Windows 7 Ultimate x64
 
 
Reinstalling over corrupt OS

I have a year old "gifted" computer currently running Windows 7 Ultimate OEM.

Much of the software on it was transferred over from another standalone XP computer. This represents years of accumulated data.

Unfortunately, all that old software has come back to haunt me : running slow, if all. And corrupted registry, etc. etc. -- a real mess.

If that wasn't enough there was also a bag of malware on the machine. I have spent the last several days cleaning it so the machine will run half decently. So far, so good! No trace of any viruses or malware

Along the way I also found out that the OS may be corrupted (as in non-legit) as there appears to be some sort of EULA boot loader (DAZ.Loader?) on it (from the guy who originally set up the computer for me).

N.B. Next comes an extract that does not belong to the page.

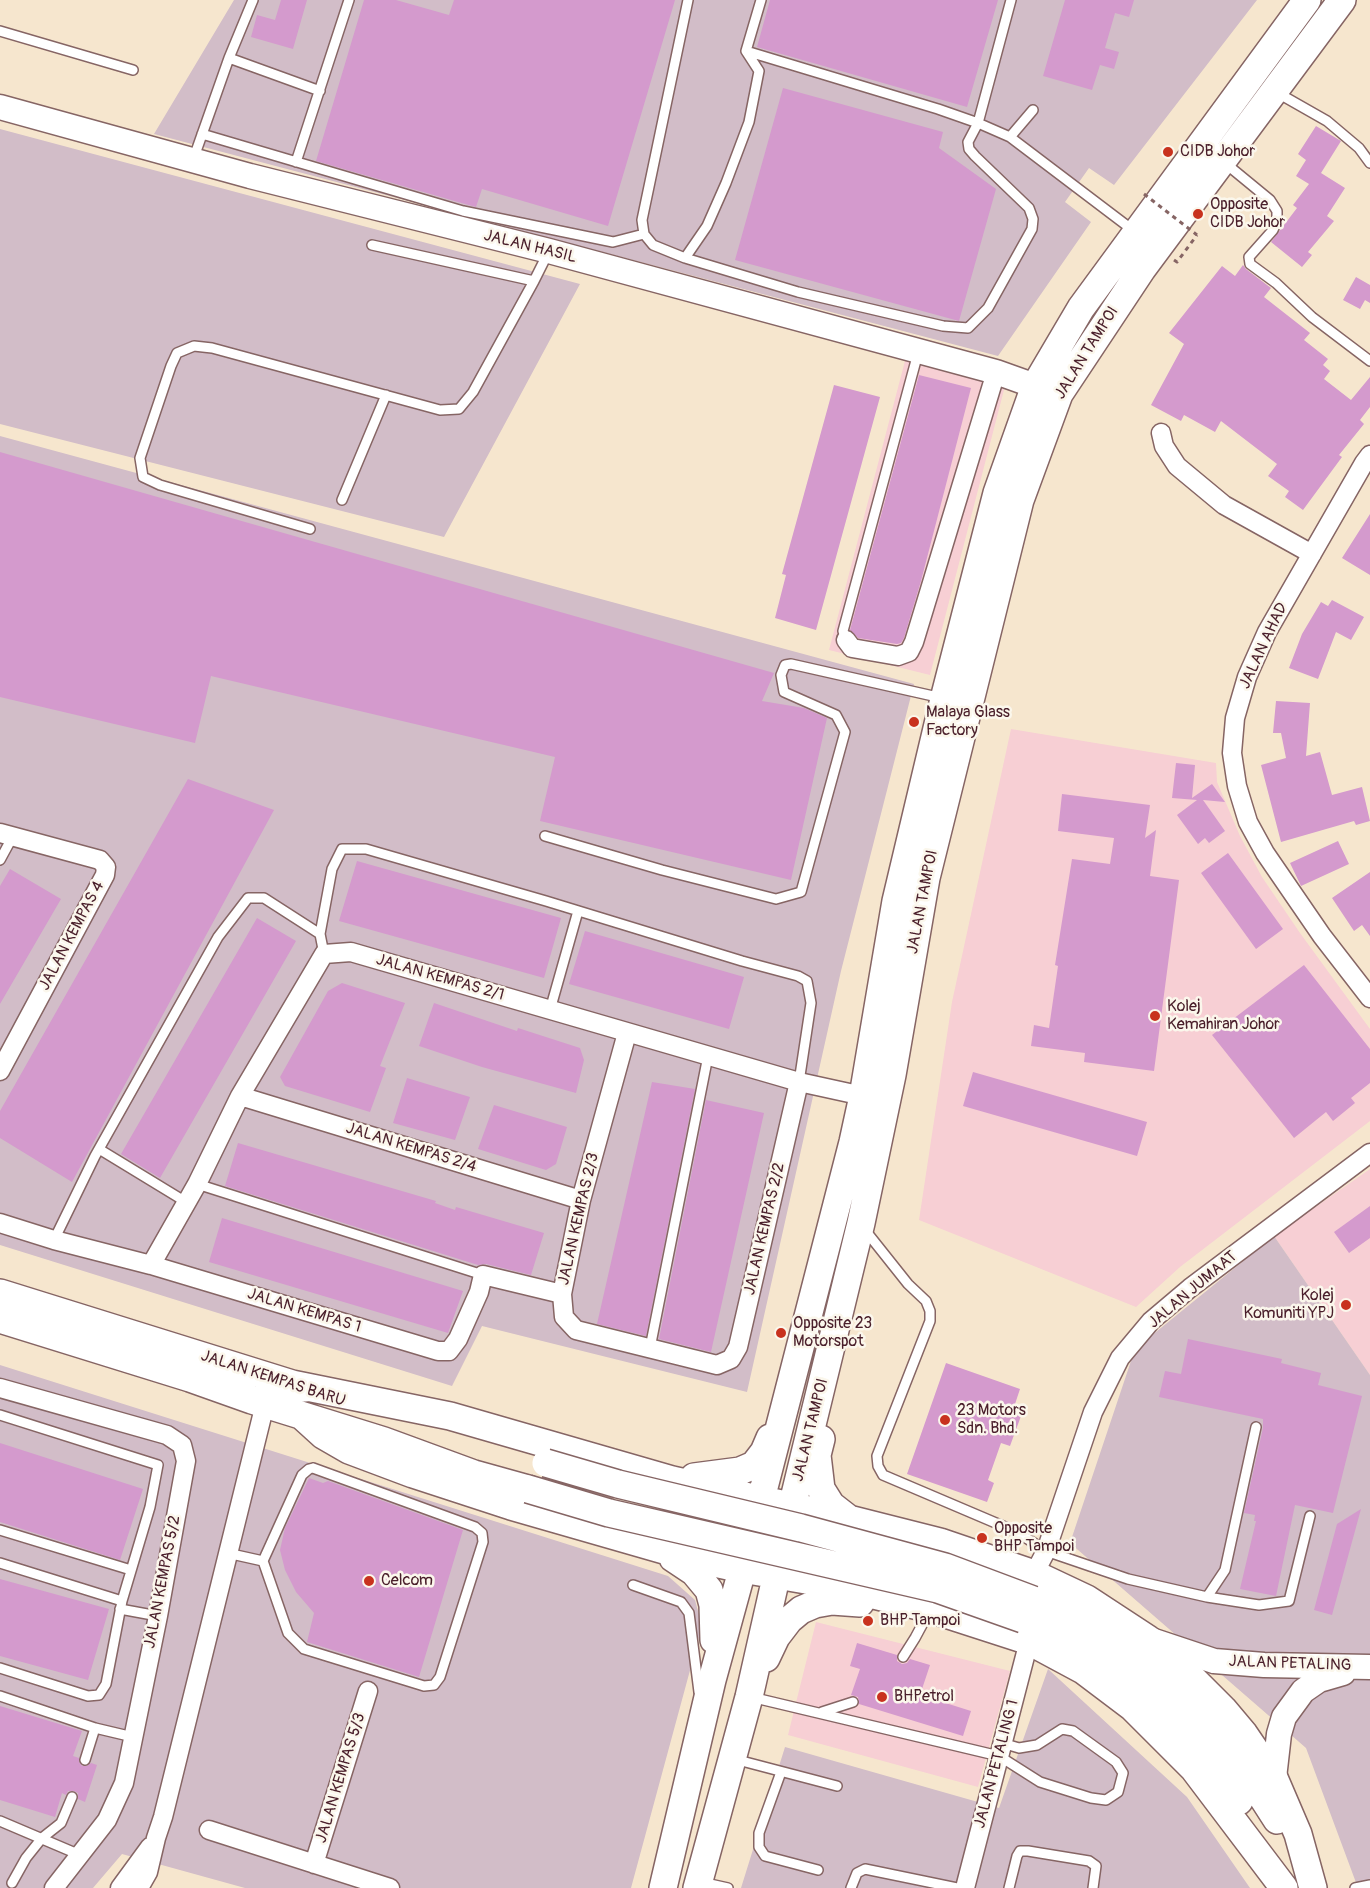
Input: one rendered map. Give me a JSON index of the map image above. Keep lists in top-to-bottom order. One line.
{"streets":{"main road":["JALAN TAMPOI","JALAN KEMPAS BARU"],"street":["JALAN HASIL","JALAN AHAD","JALAN KEMPAS 4","JALAN KEMPAS 2/1","JALAN KEMPAS 2/4","JALAN KEMPAS 2/3","JALAN KEMPAS 2/2","JALAN JUMAAT","JALAN KEMPAS 1","JALAN KEMPAS 5/2","JALAN PETALING","JALAN PETALING 1","JALAN KEMPAS 5/3"]},"crossings":[["JALAN HASIL","JALAN TAMPOI"],["JALAN TAMPOI","JALAN KEMPAS 2/1"],["JALAN KEMPAS 2/1","JALAN KEMPAS 2/3"],["JALAN KEMPAS 2/1","JALAN KEMPAS 2/2"],["JALAN KEMPAS 2/4","JALAN KEMPAS 2/3"],["JALAN KEMPAS 2/3","JALAN KEMPAS 2/2"],["JALAN JUMAAT","JALAN KEMPAS BARU"],["JALAN JUMAAT","JALAN PETALING 1"],["JALAN KEMPAS BARU","JALAN PETALING 1"]],"places":["CIDB Johor","Opposite CIDB Johor","Malaya Glass Factory","Kolej Kemahiran Johor","Kolej Komuniti YPJ","Opposite 23 Motorspot","23 Motors Sdn. Bhd.","Opposite BHP Tampoi","Celcom","BHP Tampoi","BHPetrol"]}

With that in mind I think it's now best that I repurchase a legit copy of Windows 7 Pro (at least) OEM and reinstall the whole thing properly. But I'm not sure how this new OS will work with the remnants of the other OS still on the computer.

As I still want to hang on to our most sacred data that's well integrated on both the OS drive and the larger data drives, I need to find out what the best approach is here?

I'd appreciate some help here



I do have Acronis True Image to help out. I would also like to set up Windows software RAID1(mirror) on the 2 data drives -- for some reason the m/b RAID packed it in.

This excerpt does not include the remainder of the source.